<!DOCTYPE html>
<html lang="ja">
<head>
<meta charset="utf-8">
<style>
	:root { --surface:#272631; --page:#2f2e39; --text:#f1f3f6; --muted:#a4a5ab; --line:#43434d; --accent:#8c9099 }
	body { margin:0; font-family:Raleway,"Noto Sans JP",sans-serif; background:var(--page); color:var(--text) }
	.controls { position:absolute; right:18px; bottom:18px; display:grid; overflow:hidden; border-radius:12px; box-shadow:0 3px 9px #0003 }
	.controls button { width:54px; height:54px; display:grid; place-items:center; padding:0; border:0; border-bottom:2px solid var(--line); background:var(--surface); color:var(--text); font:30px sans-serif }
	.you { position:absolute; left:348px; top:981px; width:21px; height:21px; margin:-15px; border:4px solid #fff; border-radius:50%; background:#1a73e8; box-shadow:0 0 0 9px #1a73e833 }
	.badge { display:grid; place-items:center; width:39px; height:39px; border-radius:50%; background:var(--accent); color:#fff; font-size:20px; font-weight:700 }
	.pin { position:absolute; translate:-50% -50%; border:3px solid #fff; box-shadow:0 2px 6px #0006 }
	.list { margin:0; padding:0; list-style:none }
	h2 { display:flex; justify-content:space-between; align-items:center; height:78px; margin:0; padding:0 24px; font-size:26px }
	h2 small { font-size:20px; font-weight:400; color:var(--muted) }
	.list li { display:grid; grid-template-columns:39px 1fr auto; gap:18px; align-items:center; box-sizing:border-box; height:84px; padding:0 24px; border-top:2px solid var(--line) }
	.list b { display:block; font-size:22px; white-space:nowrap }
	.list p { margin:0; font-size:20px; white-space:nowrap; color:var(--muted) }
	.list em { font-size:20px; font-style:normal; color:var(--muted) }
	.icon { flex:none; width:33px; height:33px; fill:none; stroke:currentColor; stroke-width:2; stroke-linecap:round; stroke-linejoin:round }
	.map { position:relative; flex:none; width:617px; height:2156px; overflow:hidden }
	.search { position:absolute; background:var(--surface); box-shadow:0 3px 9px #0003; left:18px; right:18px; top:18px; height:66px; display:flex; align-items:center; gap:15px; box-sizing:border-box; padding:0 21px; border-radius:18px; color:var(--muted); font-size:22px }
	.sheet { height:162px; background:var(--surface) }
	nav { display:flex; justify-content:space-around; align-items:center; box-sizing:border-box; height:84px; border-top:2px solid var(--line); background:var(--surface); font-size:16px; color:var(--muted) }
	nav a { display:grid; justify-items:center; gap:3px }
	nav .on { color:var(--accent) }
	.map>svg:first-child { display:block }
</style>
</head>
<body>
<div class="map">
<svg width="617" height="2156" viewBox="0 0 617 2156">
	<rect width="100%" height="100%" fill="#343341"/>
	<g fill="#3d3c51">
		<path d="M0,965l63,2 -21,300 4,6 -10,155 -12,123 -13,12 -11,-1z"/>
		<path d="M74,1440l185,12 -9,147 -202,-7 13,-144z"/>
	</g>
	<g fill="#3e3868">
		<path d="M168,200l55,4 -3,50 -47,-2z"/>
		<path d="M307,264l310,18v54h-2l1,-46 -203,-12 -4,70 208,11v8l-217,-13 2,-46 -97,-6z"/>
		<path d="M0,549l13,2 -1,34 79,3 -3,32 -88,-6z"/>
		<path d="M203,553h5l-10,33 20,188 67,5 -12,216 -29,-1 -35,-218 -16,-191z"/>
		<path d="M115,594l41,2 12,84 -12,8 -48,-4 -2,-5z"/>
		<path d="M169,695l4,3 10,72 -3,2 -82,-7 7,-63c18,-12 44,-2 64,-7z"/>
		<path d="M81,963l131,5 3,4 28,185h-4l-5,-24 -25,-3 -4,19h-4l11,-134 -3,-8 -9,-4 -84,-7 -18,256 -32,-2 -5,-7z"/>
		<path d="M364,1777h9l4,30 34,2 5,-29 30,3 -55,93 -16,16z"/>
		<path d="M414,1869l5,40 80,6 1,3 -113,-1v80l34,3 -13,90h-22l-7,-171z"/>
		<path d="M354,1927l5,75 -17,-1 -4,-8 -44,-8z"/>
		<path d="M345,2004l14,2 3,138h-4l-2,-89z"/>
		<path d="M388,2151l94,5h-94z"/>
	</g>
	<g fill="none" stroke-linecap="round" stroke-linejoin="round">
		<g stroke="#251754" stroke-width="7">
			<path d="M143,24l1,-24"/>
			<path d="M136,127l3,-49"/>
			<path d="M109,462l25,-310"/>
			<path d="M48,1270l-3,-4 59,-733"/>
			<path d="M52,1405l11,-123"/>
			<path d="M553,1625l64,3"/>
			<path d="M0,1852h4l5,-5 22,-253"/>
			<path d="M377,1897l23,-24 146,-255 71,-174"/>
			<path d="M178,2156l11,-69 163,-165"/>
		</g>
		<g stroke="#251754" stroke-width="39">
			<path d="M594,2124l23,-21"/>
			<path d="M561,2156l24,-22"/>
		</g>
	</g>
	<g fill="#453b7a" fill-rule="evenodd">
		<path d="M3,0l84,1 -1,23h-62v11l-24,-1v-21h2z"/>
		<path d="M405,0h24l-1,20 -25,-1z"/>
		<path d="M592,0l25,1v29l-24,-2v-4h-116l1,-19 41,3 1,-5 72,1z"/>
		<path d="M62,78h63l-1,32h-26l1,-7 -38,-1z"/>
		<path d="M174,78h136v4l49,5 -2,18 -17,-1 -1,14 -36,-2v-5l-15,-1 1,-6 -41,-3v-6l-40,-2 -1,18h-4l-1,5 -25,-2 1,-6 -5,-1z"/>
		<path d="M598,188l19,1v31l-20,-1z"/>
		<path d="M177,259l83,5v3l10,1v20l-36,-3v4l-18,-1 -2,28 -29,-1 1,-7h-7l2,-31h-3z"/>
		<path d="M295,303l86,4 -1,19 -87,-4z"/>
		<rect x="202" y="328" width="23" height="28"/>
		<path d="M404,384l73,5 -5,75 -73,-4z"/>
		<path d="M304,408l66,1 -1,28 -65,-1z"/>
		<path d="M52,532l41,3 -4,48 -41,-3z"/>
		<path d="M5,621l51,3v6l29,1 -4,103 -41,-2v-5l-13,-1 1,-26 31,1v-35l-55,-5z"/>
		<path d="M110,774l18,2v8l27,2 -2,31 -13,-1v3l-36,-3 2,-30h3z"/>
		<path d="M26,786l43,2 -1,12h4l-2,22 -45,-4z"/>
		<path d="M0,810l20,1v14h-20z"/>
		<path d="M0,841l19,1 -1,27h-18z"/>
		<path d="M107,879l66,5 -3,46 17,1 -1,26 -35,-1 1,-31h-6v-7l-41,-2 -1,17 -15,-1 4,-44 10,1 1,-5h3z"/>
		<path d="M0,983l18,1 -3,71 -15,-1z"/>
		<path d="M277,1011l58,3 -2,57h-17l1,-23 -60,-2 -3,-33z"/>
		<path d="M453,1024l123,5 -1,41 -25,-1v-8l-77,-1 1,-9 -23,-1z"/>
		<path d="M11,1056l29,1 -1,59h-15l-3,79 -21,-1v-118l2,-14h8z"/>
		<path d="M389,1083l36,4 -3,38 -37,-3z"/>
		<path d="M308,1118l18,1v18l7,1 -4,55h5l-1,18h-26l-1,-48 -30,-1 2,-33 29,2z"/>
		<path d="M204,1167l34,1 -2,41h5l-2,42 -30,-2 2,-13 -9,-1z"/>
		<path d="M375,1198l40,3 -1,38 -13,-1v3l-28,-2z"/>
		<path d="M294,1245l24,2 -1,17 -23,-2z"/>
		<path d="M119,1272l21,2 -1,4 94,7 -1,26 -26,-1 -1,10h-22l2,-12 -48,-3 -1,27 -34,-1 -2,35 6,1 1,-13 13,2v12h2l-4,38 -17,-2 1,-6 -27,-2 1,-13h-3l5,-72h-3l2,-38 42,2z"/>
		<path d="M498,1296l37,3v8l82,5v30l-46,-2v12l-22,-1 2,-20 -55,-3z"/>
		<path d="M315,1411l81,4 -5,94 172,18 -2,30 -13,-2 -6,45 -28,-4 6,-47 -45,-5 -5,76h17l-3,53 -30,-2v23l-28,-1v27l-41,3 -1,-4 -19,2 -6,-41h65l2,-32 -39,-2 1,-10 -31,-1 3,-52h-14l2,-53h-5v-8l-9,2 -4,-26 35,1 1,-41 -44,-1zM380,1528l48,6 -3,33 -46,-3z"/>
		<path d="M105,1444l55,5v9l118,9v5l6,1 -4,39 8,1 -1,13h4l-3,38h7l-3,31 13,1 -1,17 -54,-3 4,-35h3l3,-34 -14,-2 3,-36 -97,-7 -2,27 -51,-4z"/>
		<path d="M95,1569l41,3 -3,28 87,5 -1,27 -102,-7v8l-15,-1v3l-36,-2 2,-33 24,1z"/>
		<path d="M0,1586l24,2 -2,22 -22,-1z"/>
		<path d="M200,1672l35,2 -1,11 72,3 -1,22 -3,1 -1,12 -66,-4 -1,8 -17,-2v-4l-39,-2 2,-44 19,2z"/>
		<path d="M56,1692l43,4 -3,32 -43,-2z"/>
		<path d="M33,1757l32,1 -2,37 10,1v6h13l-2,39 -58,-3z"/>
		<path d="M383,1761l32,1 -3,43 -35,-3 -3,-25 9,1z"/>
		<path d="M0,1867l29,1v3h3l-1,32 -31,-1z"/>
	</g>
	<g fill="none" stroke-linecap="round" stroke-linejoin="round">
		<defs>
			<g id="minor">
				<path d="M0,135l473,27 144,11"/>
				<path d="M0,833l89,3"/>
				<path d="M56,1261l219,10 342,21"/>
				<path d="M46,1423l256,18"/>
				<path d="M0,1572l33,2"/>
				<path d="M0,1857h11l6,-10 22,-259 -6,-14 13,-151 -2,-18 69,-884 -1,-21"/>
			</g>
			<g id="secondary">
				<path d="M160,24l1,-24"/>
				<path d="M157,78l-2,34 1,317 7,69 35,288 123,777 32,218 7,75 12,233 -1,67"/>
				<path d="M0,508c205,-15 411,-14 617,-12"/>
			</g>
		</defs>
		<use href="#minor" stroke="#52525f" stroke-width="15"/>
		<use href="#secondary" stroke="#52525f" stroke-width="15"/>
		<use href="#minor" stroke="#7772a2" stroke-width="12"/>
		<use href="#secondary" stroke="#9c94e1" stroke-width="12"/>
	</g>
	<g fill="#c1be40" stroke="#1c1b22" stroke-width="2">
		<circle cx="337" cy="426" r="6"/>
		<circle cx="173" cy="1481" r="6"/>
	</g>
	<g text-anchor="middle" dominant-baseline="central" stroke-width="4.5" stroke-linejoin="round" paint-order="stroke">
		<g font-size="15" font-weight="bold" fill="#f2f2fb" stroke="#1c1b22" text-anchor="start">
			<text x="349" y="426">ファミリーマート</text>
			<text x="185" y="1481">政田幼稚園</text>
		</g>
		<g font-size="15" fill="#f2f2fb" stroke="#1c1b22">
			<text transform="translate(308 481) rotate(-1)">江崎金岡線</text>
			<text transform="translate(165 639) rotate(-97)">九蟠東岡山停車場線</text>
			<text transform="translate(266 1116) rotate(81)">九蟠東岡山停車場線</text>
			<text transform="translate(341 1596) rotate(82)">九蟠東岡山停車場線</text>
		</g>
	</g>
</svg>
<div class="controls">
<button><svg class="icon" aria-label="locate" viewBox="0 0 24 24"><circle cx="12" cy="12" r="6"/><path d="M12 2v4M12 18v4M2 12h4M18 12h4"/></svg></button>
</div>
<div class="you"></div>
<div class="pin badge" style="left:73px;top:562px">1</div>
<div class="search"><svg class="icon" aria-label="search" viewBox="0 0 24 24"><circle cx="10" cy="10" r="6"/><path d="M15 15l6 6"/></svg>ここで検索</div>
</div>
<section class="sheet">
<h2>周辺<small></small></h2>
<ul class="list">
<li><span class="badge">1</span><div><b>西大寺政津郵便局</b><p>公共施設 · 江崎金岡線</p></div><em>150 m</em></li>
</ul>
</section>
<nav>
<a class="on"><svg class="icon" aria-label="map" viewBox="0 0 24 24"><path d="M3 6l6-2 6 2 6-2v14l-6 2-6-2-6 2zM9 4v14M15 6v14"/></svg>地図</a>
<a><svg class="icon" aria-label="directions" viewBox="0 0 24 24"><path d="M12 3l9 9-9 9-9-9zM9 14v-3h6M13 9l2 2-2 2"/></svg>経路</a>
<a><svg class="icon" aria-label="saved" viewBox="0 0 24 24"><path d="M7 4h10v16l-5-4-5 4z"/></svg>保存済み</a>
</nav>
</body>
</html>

■ TASK TO CARRY OUT:
From the listing above, output exactly the run of lines that starts with the line containing "10,72 -3,2 -82,-7" and ends with the line containing "34,2 5,-29 30,3".

■ RESULT FOR THIS EXERCISE:
		<path d="M169,695l4,3 10,72 -3,2 -82,-7 7,-63c18,-12 44,-2 64,-7z"/>
		<path d="M81,963l131,5 3,4 28,185h-4l-5,-24 -25,-3 -4,19h-4l11,-134 -3,-8 -9,-4 -84,-7 -18,256 -32,-2 -5,-7z"/>
		<path d="M364,1777h9l4,30 34,2 5,-29 30,3 -55,93 -16,16z"/>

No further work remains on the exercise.